— REQUIRED WORK —
Each line from the start of the data below through the one containing "display:grid; place-items:center; width:68px;" must be reproduced exactly.

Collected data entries
━━━━
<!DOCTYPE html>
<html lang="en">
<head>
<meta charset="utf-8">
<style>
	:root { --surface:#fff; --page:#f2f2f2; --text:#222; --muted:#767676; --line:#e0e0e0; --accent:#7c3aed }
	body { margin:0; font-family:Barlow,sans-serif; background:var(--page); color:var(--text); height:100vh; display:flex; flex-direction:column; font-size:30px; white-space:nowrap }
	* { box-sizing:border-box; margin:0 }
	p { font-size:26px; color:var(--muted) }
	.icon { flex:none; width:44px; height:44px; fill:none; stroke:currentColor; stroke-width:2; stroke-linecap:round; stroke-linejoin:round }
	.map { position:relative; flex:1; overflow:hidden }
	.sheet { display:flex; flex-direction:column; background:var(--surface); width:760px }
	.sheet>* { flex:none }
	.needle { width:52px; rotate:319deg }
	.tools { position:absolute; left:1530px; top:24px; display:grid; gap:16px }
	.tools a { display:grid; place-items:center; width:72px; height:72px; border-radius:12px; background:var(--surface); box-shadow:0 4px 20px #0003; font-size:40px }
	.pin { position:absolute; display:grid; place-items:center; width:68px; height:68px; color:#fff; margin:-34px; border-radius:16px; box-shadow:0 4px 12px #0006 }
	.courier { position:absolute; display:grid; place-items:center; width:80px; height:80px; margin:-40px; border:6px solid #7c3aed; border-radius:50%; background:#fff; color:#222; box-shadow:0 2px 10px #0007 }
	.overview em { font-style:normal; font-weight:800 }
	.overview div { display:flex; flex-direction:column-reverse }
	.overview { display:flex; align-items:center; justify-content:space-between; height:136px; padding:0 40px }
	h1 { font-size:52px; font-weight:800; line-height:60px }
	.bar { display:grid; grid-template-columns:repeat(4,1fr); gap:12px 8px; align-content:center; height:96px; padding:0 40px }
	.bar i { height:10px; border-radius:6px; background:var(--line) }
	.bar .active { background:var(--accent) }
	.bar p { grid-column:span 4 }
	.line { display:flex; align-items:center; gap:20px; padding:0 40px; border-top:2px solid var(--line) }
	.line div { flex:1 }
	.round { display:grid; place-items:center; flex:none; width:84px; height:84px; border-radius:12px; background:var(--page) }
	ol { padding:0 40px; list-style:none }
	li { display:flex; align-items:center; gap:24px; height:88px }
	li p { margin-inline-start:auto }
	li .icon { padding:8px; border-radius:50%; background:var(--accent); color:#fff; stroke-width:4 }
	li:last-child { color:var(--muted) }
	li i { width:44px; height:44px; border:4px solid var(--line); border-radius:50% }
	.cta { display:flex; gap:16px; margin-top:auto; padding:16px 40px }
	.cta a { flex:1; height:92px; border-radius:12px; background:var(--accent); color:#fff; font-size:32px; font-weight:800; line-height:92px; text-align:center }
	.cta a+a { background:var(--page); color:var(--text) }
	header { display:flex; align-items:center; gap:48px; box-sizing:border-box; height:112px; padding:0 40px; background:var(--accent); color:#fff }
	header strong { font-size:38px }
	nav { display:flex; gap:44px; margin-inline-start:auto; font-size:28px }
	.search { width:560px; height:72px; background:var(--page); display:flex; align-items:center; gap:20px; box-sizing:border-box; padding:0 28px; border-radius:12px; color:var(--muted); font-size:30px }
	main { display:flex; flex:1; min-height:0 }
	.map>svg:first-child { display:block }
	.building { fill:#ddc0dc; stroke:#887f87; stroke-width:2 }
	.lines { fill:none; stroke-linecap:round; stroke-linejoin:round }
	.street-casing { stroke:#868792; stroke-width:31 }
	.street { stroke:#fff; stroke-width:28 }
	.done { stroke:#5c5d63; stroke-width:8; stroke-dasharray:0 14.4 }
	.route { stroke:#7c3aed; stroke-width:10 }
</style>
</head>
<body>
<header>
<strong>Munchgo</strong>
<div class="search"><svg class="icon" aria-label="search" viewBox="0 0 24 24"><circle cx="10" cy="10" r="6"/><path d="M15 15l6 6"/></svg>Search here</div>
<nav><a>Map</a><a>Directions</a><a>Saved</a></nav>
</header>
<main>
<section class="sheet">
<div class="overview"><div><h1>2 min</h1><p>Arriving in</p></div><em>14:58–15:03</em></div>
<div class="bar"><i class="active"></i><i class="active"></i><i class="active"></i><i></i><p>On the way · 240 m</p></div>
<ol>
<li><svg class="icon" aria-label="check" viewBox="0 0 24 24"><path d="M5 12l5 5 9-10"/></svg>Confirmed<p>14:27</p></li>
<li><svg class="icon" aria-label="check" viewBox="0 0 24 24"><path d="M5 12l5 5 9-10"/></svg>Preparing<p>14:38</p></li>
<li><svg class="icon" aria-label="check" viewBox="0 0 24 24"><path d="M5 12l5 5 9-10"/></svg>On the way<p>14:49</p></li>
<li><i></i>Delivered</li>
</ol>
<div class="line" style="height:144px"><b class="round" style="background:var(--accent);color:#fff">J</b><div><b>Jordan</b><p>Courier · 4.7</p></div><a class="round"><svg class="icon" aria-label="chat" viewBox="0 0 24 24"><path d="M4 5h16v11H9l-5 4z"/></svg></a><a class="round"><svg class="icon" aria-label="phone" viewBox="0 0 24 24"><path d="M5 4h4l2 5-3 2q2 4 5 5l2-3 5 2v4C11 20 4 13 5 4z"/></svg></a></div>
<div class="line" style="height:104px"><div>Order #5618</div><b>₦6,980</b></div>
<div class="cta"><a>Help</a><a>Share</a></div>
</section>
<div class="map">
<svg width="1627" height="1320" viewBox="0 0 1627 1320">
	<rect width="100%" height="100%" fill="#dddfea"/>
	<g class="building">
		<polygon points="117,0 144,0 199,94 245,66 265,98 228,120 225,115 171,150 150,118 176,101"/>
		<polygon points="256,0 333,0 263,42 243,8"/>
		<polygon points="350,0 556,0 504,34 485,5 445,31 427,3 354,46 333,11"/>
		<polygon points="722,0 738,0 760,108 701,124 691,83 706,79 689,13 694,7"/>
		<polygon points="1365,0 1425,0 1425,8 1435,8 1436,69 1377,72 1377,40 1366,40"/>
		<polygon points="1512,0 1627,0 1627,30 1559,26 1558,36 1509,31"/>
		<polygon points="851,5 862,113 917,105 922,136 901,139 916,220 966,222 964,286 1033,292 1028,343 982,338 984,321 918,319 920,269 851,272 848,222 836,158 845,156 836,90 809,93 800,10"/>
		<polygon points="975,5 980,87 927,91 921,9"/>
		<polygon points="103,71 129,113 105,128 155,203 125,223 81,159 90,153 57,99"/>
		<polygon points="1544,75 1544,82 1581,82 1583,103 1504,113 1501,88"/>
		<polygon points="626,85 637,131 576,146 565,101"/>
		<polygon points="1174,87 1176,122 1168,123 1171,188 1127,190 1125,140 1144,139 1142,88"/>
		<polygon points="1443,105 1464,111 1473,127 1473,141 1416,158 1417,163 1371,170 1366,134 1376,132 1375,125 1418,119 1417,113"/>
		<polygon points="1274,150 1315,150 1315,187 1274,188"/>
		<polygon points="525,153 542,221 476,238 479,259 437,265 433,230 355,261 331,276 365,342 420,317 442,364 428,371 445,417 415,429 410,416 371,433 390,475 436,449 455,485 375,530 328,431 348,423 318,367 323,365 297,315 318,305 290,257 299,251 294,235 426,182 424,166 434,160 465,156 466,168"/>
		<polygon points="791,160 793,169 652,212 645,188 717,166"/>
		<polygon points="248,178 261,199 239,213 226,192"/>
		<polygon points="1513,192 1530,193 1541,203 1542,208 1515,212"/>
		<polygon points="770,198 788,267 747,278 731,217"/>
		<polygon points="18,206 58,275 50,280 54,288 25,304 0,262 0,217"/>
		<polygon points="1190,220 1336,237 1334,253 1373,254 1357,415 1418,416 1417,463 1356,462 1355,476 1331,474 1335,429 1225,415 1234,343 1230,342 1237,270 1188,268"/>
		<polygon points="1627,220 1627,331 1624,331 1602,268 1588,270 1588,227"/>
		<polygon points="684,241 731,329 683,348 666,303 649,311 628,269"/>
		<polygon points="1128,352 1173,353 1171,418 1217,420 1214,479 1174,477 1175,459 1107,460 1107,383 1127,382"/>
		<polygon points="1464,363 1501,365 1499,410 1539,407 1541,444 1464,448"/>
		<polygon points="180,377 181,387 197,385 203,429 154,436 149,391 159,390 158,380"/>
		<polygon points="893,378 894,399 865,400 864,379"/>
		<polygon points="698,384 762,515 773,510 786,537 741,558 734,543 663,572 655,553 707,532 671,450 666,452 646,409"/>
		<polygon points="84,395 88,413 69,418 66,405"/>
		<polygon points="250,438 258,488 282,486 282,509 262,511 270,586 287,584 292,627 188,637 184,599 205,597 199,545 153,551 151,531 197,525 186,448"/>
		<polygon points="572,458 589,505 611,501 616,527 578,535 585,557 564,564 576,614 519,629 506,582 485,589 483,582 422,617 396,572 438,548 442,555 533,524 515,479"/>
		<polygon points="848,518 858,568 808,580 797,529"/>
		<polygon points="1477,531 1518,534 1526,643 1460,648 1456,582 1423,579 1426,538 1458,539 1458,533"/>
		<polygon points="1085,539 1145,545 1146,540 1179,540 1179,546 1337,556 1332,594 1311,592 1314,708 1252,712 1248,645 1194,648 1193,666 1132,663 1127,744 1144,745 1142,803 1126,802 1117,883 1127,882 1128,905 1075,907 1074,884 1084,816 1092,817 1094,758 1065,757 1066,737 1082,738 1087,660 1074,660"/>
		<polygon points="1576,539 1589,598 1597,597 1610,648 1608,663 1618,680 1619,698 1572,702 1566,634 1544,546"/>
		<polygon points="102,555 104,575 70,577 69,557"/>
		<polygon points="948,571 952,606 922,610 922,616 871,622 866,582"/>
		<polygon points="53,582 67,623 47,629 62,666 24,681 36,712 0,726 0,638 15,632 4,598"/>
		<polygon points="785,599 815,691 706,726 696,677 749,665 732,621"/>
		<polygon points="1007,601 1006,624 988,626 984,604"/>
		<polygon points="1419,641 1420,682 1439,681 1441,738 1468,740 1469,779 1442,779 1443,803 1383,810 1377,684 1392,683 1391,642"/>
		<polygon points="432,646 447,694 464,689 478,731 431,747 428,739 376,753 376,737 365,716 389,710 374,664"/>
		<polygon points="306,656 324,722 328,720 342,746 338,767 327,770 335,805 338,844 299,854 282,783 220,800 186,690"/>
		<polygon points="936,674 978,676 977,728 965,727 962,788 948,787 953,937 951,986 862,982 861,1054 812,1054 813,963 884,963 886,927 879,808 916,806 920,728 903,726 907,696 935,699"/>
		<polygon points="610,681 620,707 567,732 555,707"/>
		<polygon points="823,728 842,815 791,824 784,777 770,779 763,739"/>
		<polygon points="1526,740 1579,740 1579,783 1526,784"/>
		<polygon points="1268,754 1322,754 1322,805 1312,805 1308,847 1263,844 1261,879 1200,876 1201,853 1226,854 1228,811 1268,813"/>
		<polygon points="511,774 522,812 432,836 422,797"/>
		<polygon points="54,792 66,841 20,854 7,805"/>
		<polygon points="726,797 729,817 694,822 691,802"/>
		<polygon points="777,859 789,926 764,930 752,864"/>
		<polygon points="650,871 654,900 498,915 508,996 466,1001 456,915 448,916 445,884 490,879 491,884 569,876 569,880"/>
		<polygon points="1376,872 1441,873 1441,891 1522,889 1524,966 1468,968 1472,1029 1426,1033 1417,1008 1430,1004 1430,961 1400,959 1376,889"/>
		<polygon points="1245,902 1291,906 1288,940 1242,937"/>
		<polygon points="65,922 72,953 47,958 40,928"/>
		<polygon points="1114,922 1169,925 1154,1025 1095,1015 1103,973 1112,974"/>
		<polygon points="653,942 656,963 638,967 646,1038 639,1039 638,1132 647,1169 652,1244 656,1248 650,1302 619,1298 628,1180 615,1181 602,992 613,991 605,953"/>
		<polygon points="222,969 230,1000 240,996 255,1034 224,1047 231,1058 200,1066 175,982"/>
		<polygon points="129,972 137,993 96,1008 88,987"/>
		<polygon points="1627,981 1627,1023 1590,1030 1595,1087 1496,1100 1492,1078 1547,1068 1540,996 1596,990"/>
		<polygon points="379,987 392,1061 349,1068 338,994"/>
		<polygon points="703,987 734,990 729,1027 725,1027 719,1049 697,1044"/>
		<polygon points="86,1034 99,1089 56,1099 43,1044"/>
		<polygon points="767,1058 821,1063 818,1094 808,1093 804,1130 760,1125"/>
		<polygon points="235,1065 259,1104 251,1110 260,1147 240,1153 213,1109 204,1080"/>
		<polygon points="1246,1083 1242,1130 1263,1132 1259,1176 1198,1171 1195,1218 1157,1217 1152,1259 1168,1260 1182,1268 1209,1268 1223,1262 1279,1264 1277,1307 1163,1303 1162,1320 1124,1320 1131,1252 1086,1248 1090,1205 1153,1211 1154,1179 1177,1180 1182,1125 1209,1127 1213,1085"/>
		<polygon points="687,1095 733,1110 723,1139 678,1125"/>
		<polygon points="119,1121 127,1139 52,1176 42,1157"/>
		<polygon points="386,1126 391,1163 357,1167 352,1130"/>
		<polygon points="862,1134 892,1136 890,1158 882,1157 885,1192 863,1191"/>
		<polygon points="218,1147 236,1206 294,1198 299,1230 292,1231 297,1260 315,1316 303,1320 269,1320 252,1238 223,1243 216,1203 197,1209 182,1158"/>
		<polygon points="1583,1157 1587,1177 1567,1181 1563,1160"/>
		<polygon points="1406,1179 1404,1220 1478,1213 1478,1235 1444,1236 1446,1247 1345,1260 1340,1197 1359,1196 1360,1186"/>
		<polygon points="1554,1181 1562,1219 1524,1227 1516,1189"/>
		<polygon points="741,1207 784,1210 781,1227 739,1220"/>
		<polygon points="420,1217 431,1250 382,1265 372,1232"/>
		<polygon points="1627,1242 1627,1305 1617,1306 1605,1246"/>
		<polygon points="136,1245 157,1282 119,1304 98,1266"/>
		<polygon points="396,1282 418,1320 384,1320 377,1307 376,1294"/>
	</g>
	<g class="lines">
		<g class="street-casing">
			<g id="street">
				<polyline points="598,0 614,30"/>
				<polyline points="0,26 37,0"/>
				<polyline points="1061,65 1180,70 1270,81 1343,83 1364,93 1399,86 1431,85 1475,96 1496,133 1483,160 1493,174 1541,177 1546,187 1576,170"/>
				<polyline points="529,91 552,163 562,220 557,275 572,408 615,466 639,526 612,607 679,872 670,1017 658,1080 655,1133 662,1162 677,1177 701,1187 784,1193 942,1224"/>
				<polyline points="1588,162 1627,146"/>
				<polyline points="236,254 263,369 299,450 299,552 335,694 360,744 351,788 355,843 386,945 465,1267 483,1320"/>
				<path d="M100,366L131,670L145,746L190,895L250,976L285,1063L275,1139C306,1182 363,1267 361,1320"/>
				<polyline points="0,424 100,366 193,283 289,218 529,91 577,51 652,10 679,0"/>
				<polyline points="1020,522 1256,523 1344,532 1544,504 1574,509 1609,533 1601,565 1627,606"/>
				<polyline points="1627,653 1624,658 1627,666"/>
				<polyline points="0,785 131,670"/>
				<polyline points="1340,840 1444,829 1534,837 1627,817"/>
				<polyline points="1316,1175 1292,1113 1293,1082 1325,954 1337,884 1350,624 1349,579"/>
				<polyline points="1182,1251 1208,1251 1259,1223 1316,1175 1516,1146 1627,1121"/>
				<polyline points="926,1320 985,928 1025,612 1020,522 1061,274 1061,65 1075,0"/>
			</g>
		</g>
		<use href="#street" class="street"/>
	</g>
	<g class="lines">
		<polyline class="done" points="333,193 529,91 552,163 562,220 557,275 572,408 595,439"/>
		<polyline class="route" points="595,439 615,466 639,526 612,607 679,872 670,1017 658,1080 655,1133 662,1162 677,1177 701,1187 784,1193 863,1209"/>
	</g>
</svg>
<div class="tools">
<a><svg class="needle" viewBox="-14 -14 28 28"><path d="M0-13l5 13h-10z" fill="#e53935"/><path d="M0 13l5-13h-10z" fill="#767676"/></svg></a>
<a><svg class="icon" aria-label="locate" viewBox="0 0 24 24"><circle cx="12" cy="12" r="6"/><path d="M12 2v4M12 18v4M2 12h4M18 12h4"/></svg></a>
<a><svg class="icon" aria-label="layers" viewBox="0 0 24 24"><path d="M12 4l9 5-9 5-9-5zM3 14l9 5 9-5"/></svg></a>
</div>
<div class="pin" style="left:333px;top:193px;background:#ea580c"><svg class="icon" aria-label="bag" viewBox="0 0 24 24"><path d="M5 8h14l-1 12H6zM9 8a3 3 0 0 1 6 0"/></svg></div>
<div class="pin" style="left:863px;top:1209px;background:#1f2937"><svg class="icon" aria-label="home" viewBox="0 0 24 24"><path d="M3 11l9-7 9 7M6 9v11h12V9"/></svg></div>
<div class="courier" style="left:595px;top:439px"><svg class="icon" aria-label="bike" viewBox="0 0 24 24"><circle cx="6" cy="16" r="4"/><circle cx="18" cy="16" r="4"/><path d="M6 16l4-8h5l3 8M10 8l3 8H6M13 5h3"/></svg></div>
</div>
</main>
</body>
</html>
━━━━
— TASK OUTPUT —
<!DOCTYPE html>
<html lang="en">
<head>
<meta charset="utf-8">
<style>
	:root { --surface:#fff; --page:#f2f2f2; --text:#222; --muted:#767676; --line:#e0e0e0; --accent:#7c3aed }
	body { margin:0; font-family:Barlow,sans-serif; background:var(--page); color:var(--text); height:100vh; display:flex; flex-direction:column; font-size:30px; white-space:nowrap }
	* { box-sizing:border-box; margin:0 }
	p { font-size:26px; color:var(--muted) }
	.icon { flex:none; width:44px; height:44px; fill:none; stroke:currentColor; stroke-width:2; stroke-linecap:round; stroke-linejoin:round }
	.map { position:relative; flex:1; overflow:hidden }
	.sheet { display:flex; flex-direction:column; background:var(--surface); width:760px }
	.sheet>* { flex:none }
	.needle { width:52px; rotate:319deg }
	.tools { position:absolute; left:1530px; top:24px; display:grid; gap:16px }
	.tools a { display:grid; place-items:center; width:72px; height:72px; border-radius:12px; background:var(--surface); box-shadow:0 4px 20px #0003; font-size:40px }
	.pin { position:absolute; display:grid; place-items:center; width:68px; height:68px; color:#fff; margin:-34px; border-radius:16px; box-shadow:0 4px 12px #0006 }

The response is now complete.